If your Spravato (esketamine) request was denied, this is usually appealable. Spravato has FDA approval for treatment-resistant depression, and major insurers including Aetna, Cigna, United Healthcare, and many Medicare and Medicaid plans have established coverage pathways for it. When Spravato is denied, the cause is most often documentation: incomplete proof of failed antidepressant trials, an outdated PHQ-9 or MADRS score, missing prescriber notes, or a coding error on the claim. These are correctable, and many initial denials are overturned on appeal.

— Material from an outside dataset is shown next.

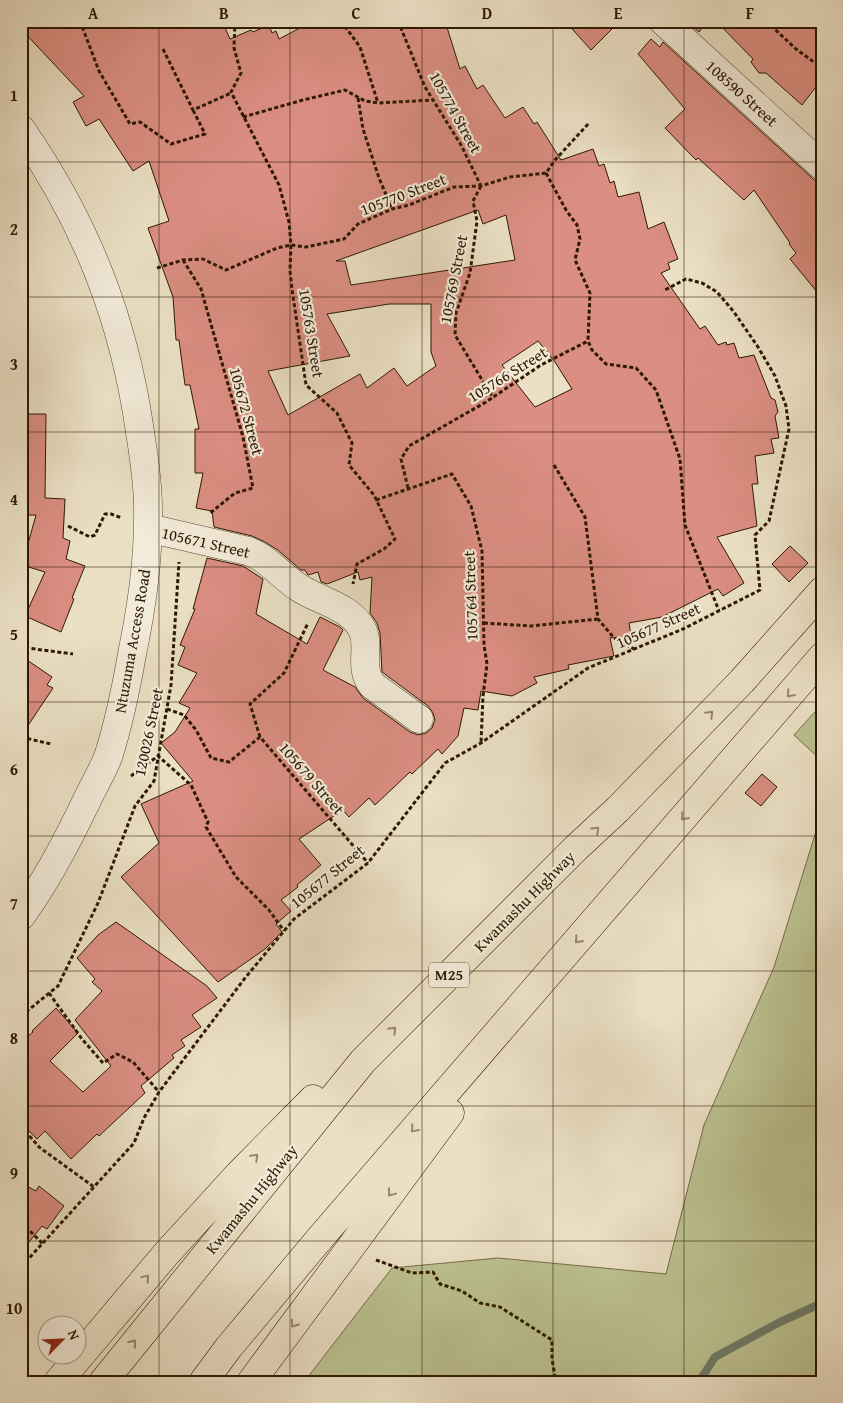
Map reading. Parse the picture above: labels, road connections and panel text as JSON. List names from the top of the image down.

If your IV ketamine request was denied, the situation is different. Most major insurers classify IV ketamine for depression, anxiety, PTSD, OCD, and chronic pain as experimental, investigational, or off-label. Aetna’s Clinical Policy Bulletin #0938 is a representative example. Appeals on these denials rarely succeed because the issue is not documentation but policy. The insurer is not denying your specific case; it is declining to cover the treatment category. You can still appeal, and a small number of cases do get reversed, but the realistic odds are low.
If you were denied for both, the next steps differ depending on which one your clinician recommended in the first place. The Spravato path is worth pursuing through appeal. The IV ketamine path generally is not, unless your plan has unusually flexible out-of-network behavioral health benefits.

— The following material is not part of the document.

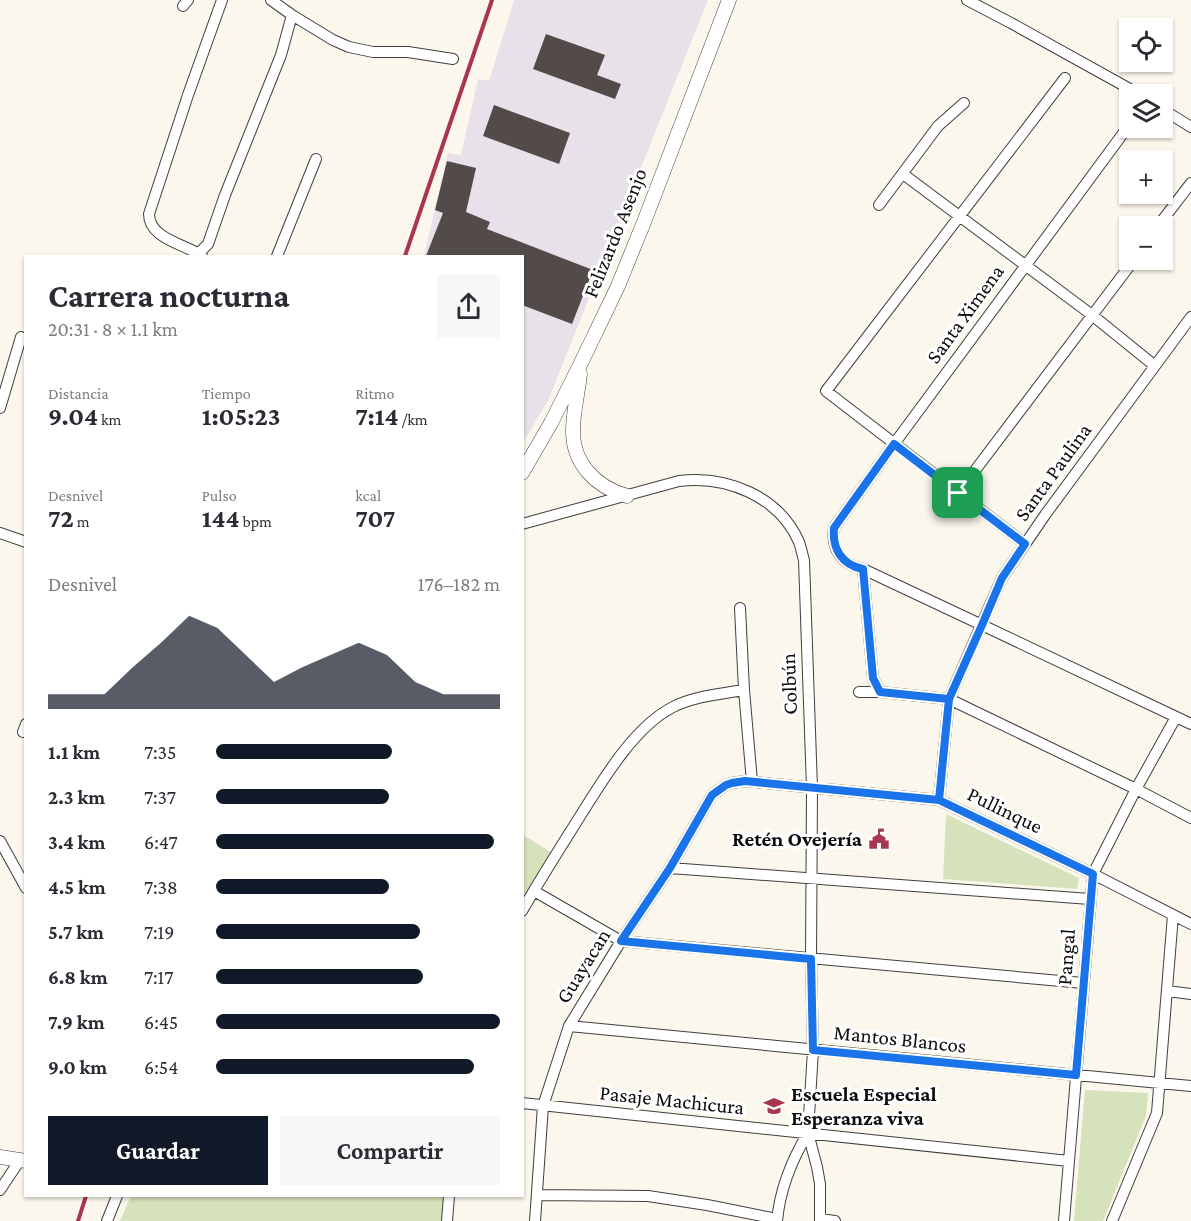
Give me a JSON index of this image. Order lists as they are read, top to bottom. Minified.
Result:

| Feature | Spravato | IV Ketamine |
|---|---|---|
| FDA approval for psychiatric use | Yes (TRD, depression with suicidality) | No (off-label) |
| Insurance coverage pathway | Established with major insurers | Generally not covered |
| Administration | Nasal spray | Intravenous infusion |
| Setting | REMS-certified clinic only | Standard medical clinic |
| Conditions treated | Depression only | Depression, anxiety, PTSD, OCD, chronic pain |
| Dose flexibility | Fixed protocol | Adjustable per patient |
| Typical cost (cash) | High without insurance | $450–$800 per session in NYC market |
If your denial concerns Spravato, knowing the typical triggers helps you understand whether your case is fixable.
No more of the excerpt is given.